(Exercise requirements) Starting from the line with "يسارًا</b><p>شارع 11</p></div><em>140 m</em></li>", transcribe each line to the end of the records below. Copy them exactly and write nothing else.

(Beginning of Data for review)

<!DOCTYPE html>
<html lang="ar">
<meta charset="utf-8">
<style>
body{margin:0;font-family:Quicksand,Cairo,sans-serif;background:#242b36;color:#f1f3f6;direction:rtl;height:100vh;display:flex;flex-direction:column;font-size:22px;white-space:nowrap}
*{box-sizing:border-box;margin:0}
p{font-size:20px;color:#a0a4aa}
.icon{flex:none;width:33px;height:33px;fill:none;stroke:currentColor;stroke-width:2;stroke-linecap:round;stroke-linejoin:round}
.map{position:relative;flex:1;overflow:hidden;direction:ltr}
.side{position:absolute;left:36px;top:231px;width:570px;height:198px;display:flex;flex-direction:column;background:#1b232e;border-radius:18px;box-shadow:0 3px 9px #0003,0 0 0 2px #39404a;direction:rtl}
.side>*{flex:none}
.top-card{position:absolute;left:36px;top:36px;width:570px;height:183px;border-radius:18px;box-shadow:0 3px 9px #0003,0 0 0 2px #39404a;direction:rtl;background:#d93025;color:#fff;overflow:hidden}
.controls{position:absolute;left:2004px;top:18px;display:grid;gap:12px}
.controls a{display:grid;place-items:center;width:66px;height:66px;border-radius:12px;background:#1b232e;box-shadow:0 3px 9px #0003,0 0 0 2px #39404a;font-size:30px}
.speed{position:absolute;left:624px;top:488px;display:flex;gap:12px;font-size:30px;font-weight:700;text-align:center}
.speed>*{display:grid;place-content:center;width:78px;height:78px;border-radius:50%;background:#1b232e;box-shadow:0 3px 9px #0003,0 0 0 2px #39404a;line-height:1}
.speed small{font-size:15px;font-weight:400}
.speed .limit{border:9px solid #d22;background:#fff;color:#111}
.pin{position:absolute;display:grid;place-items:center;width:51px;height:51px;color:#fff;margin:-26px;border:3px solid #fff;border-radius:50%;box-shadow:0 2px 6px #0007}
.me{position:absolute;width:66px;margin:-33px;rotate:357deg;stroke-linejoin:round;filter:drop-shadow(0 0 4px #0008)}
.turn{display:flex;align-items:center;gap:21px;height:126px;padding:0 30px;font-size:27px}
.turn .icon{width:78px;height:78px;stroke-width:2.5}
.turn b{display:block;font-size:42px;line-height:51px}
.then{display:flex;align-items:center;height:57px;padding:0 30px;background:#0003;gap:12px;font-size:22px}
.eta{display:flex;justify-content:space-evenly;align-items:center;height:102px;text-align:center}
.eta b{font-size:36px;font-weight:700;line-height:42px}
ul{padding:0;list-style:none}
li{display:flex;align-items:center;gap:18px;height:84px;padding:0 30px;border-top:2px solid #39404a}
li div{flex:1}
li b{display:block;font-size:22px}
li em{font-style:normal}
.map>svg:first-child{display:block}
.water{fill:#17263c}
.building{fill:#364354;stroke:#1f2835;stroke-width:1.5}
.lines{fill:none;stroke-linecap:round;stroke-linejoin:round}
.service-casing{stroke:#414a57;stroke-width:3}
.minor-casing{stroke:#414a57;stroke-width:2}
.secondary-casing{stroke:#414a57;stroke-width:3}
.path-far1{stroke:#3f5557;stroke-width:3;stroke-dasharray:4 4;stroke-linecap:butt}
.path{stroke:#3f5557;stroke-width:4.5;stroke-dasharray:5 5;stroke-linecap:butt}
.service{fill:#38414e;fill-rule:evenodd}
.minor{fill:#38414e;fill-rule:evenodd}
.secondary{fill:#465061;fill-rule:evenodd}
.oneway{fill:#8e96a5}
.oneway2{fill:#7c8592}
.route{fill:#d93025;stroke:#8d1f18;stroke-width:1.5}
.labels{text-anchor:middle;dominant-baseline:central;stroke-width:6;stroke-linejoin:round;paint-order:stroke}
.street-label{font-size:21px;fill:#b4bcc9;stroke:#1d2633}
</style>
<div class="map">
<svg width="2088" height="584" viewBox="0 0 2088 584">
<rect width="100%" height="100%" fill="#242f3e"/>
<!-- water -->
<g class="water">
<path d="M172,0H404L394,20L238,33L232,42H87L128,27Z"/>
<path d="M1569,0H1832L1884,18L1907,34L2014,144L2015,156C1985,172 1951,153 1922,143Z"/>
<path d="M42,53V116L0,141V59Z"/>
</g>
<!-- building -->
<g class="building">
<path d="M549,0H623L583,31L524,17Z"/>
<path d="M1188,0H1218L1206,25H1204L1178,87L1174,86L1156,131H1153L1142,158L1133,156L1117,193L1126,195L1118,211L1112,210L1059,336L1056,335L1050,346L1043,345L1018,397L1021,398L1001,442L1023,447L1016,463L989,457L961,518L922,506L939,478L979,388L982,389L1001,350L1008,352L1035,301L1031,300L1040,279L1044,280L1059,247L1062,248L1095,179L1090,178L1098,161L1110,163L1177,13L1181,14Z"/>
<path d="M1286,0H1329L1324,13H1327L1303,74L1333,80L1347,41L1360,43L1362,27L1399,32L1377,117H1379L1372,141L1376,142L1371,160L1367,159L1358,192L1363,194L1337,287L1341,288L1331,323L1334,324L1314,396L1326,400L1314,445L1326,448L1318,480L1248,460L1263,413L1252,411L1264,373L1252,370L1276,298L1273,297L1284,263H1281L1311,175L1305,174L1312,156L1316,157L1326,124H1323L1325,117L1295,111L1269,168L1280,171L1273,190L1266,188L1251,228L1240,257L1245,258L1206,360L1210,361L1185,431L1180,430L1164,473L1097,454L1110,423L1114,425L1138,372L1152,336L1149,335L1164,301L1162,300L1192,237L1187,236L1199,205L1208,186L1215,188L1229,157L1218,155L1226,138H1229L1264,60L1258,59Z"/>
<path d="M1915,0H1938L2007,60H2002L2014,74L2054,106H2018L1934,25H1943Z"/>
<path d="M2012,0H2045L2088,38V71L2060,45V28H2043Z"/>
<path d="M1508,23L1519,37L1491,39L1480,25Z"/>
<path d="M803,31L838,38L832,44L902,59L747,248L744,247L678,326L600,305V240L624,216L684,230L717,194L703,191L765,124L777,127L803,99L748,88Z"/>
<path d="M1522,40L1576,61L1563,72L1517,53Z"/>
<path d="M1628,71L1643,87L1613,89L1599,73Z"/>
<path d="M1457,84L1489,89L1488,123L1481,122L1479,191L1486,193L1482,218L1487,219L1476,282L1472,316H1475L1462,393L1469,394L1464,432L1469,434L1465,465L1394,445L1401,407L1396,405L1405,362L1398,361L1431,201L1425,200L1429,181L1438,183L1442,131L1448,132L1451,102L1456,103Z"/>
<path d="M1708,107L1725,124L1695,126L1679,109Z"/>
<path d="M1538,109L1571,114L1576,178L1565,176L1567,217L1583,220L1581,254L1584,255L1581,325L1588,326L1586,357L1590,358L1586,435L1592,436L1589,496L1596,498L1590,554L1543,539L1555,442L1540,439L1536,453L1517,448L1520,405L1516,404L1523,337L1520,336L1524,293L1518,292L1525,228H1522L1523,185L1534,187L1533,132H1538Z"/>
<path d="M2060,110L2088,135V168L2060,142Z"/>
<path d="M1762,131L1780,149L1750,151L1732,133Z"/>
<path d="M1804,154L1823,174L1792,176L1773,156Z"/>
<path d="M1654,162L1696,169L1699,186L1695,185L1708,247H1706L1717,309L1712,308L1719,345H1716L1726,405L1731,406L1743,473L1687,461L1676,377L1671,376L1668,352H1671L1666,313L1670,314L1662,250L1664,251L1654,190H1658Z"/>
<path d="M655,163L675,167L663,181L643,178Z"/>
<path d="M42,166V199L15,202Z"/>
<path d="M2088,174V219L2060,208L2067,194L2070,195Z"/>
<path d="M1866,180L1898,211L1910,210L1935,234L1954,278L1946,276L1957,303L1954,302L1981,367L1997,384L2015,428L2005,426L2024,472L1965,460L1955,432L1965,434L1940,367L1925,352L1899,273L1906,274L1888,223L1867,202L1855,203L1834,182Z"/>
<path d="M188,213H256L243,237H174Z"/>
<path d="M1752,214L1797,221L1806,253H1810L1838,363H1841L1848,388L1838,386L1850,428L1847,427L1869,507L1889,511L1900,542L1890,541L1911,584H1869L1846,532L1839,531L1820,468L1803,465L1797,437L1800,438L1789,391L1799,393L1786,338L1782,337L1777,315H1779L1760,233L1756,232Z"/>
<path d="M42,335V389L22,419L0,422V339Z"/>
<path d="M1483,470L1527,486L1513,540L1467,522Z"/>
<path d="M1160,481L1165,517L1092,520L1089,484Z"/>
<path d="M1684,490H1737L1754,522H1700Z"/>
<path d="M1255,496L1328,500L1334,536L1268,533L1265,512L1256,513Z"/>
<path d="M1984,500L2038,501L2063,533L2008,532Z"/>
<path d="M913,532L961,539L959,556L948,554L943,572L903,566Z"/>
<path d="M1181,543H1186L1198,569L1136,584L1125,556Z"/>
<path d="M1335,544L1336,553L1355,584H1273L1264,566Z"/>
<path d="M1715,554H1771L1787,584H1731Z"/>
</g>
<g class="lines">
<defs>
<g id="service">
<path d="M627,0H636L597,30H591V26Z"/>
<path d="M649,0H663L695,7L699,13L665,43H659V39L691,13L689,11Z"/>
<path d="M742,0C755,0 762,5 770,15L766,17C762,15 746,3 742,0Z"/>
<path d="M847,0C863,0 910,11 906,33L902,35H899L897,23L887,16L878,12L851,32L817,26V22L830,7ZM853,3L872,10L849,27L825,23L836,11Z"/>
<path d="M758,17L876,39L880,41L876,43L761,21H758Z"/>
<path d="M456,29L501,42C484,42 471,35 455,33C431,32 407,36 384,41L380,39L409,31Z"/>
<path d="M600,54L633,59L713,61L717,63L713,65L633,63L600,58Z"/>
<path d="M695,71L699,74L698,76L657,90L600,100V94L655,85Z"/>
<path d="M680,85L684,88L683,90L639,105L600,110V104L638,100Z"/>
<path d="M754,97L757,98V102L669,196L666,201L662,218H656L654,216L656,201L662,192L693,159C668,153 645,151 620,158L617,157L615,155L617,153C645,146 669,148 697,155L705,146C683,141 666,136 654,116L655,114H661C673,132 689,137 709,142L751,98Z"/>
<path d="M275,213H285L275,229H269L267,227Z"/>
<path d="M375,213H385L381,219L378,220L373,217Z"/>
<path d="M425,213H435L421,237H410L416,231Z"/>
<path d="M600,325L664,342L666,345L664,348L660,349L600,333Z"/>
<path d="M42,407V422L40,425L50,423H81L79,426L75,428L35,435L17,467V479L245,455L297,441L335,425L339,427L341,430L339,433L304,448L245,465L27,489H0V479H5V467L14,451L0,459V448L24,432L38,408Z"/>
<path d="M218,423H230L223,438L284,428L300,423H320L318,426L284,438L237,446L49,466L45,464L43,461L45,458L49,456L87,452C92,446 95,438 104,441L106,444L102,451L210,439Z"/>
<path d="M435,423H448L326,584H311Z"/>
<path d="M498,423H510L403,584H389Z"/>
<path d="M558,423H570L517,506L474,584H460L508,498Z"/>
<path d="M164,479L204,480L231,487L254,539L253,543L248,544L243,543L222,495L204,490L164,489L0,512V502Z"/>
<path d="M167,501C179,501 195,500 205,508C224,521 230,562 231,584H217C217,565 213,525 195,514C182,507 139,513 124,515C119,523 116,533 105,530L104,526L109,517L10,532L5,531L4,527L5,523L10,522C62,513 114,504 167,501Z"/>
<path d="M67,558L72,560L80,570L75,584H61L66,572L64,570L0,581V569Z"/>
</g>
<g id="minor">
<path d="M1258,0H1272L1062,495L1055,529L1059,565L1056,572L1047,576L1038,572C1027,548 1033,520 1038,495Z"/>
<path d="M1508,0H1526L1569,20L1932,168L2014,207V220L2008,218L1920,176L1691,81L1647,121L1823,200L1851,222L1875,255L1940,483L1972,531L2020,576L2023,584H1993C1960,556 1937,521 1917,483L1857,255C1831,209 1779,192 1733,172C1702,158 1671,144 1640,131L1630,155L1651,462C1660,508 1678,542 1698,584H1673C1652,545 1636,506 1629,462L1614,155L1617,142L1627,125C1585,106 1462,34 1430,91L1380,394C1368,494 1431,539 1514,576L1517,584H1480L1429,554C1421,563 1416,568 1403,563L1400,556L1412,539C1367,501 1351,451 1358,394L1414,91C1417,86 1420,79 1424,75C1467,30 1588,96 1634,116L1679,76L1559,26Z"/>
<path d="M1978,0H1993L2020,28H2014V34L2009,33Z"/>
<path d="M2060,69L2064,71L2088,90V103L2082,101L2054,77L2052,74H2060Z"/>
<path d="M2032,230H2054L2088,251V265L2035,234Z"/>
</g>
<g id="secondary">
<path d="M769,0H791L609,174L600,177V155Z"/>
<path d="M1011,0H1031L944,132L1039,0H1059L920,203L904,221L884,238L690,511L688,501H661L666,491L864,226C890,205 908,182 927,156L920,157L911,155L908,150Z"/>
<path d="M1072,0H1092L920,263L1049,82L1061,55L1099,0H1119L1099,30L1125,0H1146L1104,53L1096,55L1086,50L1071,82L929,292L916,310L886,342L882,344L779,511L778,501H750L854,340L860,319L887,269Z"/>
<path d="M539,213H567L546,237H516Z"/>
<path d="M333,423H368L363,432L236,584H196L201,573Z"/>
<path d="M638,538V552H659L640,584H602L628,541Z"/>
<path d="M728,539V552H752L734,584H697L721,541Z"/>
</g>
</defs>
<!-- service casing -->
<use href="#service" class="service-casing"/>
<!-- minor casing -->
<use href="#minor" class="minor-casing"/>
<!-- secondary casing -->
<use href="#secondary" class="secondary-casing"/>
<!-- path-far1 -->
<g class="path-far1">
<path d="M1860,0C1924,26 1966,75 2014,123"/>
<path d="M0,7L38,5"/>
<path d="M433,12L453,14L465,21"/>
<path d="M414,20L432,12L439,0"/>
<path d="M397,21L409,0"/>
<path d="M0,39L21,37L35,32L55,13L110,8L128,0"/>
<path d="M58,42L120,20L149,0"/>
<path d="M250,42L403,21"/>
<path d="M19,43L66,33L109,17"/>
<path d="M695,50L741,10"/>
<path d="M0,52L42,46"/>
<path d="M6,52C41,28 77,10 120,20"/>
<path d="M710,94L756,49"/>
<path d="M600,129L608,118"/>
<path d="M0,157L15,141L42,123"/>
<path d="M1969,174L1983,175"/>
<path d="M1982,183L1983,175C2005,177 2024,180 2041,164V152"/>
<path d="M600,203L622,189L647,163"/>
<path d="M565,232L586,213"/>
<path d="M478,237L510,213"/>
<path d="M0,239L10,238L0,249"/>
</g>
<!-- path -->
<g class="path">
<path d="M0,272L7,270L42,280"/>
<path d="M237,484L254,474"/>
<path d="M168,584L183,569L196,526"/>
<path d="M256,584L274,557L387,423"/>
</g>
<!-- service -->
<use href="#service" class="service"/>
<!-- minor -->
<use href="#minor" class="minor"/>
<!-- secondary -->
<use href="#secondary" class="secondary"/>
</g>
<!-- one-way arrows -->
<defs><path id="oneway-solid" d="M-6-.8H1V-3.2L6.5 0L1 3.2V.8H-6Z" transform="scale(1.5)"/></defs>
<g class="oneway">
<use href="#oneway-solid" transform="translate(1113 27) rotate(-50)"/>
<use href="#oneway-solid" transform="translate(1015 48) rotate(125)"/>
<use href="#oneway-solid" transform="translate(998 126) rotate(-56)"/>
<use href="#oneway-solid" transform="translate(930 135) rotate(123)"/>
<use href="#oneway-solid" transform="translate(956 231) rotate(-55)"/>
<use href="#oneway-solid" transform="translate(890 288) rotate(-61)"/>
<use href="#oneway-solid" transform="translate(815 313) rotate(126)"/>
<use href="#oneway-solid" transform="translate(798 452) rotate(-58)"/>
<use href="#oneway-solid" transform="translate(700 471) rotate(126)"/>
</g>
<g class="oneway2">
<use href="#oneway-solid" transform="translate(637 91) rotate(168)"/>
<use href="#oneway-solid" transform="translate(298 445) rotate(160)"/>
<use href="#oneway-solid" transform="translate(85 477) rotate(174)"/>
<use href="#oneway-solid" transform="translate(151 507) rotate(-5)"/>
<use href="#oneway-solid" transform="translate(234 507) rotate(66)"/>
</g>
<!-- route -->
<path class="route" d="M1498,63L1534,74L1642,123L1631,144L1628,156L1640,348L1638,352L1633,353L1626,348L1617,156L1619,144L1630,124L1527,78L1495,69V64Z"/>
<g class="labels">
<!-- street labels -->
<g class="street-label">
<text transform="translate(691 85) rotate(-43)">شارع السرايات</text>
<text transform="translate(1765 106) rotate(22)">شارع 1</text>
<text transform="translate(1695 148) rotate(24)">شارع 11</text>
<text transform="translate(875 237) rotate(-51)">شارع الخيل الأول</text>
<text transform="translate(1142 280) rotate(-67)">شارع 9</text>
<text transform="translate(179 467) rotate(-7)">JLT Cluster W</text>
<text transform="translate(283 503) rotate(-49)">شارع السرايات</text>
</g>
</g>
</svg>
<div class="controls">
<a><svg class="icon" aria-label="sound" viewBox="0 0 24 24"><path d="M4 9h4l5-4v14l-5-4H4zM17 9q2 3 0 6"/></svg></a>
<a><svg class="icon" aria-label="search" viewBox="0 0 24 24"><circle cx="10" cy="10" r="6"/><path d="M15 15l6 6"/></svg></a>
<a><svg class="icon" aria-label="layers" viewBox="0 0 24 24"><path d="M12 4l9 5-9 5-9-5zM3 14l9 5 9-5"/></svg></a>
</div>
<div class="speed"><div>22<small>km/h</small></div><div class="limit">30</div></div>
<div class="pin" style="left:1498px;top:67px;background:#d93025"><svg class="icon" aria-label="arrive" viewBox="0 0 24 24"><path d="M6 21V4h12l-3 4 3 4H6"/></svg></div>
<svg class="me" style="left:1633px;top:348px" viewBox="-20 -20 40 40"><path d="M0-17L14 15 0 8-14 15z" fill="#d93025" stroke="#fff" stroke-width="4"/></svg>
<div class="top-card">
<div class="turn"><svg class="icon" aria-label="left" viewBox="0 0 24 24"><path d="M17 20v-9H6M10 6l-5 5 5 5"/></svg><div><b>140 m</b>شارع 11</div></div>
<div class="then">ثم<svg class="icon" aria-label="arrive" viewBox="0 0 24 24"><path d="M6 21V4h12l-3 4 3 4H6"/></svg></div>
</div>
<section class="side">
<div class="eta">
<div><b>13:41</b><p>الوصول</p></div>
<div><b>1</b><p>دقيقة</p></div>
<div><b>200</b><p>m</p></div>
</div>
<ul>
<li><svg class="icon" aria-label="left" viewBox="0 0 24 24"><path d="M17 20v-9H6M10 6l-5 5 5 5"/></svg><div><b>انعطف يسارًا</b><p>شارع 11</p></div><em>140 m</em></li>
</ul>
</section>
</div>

(End of Data for review)

(Response area)
<li><svg class="icon" aria-label="left" viewBox="0 0 24 24"><path d="M17 20v-9H6M10 6l-5 5 5 5"/></svg><div><b>انعطف يسارًا</b><p>شارع 11</p></div><em>140 m</em></li>
</ul>
</section>
</div>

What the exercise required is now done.